**What is needed:** A faithful transcription of all lines below is the expected answer.

**Information given:**
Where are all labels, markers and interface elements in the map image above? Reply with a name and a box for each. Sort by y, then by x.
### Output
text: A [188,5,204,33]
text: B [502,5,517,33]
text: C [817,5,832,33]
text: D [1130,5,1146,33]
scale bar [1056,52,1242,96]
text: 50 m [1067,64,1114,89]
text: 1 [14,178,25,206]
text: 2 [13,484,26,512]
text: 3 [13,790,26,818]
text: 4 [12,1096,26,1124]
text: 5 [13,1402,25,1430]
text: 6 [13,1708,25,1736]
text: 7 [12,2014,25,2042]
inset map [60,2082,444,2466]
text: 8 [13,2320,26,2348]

**Solved problem:**
Where are all labels, markers and interface elements in the map image above? Reply with a name and a box for each. Sort by y, then by x.
### Output
text: A [188,5,204,33]
text: B [502,5,517,33]
text: C [817,5,832,33]
text: D [1130,5,1146,33]
scale bar [1056,52,1242,96]
text: 50 m [1067,64,1114,89]
text: 1 [14,178,25,206]
text: 2 [13,484,26,512]
text: 3 [13,790,26,818]
text: 4 [12,1096,26,1124]
text: 5 [13,1402,25,1430]
text: 6 [13,1708,25,1736]
text: 7 [12,2014,25,2042]
inset map [60,2082,444,2466]
text: 8 [13,2320,26,2348]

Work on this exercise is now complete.